# WHAT THIS TASK INVOLVES:
Your answer should be a number only: the count of lines in the following entries that contain "drawText".

# RAW DATA:
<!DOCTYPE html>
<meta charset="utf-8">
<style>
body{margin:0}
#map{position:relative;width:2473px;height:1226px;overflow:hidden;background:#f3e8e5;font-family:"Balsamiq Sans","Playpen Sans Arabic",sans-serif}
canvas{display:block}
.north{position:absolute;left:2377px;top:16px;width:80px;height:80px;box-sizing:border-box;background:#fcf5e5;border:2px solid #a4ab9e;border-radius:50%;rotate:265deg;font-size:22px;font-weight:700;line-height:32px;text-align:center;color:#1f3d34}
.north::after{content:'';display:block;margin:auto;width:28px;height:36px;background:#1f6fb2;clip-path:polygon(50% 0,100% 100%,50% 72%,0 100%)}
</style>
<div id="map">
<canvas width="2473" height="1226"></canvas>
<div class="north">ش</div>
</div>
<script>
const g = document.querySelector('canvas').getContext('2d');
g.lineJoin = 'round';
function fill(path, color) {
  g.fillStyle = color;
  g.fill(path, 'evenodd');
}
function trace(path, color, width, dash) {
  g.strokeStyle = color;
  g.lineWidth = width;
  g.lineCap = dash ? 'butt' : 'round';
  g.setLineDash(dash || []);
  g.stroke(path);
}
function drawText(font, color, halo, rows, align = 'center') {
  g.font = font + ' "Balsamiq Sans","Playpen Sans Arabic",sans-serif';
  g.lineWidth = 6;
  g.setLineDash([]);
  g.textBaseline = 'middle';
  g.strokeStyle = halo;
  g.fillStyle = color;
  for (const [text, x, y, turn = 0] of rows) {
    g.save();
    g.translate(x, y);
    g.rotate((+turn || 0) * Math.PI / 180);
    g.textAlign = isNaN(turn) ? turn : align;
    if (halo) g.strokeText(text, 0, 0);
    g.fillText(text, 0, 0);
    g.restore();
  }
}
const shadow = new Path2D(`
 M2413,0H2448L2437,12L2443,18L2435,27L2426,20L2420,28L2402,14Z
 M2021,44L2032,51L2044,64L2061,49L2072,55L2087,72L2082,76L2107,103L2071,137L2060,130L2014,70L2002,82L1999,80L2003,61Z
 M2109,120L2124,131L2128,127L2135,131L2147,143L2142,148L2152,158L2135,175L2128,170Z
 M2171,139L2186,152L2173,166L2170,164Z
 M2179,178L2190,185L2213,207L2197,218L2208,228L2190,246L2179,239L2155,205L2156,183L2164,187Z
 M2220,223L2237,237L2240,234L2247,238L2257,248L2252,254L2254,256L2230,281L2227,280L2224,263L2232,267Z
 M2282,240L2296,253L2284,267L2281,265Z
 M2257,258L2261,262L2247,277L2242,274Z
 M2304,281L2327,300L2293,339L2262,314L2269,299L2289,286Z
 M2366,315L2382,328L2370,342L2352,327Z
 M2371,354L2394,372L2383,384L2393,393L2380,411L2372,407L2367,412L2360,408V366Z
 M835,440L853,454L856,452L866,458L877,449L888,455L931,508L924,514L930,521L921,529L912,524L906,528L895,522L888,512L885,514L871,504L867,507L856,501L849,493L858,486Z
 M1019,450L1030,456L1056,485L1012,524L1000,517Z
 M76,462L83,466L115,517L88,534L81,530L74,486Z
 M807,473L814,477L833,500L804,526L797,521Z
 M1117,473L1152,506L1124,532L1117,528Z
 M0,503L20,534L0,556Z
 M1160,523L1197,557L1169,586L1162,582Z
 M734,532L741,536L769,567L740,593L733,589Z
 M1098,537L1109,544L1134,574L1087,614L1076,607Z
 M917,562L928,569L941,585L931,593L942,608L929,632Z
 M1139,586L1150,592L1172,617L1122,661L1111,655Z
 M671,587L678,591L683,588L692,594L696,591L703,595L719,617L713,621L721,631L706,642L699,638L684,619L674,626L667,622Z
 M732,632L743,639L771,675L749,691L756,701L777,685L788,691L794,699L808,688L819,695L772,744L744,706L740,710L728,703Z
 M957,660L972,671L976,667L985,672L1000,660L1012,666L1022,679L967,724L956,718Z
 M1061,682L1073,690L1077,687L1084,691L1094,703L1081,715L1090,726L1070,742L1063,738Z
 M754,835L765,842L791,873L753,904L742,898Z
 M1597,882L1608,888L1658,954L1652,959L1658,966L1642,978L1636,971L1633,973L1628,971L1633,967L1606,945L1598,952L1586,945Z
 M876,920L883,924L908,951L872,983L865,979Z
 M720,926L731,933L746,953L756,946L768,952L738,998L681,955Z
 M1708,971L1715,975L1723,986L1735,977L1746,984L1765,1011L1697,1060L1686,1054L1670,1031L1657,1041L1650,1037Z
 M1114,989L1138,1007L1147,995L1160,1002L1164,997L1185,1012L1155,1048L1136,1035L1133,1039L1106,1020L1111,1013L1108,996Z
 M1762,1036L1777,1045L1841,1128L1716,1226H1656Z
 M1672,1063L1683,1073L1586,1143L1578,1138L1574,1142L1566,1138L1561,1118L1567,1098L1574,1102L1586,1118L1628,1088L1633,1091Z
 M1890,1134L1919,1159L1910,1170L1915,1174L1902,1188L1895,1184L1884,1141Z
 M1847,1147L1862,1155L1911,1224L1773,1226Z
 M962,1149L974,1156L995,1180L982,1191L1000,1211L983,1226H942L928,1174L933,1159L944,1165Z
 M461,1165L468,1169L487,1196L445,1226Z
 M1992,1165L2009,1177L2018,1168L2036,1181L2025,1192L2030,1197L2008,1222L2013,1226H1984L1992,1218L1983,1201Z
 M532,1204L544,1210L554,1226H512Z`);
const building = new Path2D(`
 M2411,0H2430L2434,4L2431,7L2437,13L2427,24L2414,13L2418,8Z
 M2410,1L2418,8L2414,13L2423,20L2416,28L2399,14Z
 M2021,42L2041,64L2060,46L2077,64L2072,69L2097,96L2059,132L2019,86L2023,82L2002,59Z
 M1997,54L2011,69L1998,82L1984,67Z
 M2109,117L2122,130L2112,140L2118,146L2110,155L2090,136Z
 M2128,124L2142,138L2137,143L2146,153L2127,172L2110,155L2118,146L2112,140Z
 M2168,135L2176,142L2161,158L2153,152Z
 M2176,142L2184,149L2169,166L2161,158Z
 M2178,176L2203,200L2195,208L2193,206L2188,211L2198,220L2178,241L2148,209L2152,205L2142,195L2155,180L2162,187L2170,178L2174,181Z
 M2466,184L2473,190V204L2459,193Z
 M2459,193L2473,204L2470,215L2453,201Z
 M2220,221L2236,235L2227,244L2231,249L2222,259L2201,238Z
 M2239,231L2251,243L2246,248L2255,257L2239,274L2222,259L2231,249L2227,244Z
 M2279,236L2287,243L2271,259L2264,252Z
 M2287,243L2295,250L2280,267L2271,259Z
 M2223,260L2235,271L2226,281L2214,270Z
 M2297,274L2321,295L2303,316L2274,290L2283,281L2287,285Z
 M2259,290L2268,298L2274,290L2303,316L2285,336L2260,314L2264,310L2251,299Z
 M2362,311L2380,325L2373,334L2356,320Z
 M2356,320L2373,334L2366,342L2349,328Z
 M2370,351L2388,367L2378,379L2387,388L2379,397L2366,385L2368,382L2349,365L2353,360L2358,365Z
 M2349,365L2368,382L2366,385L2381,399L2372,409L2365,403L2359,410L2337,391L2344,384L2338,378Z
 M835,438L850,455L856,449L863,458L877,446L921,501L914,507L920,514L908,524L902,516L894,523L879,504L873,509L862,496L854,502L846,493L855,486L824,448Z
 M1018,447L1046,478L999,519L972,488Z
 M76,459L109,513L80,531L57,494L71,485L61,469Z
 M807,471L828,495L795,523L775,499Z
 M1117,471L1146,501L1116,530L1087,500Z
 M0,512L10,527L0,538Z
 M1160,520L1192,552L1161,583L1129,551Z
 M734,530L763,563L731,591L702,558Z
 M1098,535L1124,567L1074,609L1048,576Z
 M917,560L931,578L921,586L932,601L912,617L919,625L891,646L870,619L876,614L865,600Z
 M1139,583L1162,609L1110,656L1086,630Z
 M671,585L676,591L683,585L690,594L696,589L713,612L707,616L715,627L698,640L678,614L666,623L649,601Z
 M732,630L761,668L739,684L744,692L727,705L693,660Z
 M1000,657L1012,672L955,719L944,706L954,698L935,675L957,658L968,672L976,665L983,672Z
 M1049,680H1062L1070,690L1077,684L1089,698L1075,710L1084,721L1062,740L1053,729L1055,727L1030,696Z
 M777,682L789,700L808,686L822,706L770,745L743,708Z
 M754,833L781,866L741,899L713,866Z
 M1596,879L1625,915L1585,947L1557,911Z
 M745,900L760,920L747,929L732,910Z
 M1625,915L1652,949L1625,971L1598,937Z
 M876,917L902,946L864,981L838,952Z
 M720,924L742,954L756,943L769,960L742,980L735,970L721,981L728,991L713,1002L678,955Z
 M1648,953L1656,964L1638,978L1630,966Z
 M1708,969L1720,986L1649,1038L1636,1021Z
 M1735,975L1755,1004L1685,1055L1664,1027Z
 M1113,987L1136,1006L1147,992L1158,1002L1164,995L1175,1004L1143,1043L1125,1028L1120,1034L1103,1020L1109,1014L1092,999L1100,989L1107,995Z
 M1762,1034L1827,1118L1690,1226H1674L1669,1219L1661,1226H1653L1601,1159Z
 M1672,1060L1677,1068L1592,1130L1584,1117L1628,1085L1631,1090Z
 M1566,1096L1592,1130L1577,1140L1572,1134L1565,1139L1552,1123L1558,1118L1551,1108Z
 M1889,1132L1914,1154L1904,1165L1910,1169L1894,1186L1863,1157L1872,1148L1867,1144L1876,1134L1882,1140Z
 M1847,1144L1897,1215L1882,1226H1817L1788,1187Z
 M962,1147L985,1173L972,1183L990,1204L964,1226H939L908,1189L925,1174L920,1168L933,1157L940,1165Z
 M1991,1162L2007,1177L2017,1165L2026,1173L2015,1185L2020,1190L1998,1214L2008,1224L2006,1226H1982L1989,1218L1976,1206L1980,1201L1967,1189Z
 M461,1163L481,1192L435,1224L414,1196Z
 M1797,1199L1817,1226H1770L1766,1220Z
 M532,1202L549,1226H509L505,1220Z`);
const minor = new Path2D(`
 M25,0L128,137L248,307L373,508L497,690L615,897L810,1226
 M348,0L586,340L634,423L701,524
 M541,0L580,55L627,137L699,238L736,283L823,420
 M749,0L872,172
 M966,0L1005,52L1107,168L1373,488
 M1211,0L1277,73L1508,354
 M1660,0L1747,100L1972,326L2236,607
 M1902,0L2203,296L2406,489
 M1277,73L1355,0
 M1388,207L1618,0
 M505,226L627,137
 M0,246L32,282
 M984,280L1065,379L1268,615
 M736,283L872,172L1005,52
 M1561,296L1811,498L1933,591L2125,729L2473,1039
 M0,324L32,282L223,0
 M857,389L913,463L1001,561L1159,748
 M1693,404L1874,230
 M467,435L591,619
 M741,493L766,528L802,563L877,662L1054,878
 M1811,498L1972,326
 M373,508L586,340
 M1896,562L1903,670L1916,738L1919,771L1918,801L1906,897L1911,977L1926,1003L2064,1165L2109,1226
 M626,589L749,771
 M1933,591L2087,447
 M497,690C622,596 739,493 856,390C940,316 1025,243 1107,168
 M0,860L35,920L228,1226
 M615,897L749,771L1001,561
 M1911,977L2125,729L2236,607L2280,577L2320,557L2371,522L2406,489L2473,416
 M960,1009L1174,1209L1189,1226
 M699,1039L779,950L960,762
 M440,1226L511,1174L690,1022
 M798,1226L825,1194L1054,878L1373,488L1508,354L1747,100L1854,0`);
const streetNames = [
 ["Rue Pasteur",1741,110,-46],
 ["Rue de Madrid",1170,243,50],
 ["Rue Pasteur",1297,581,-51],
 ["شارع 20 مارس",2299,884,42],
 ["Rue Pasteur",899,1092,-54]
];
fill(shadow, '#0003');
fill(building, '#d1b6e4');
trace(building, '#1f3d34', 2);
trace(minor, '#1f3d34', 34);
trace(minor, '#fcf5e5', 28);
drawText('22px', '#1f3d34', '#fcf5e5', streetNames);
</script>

# RESULT FOR THIS EXERCISE:
2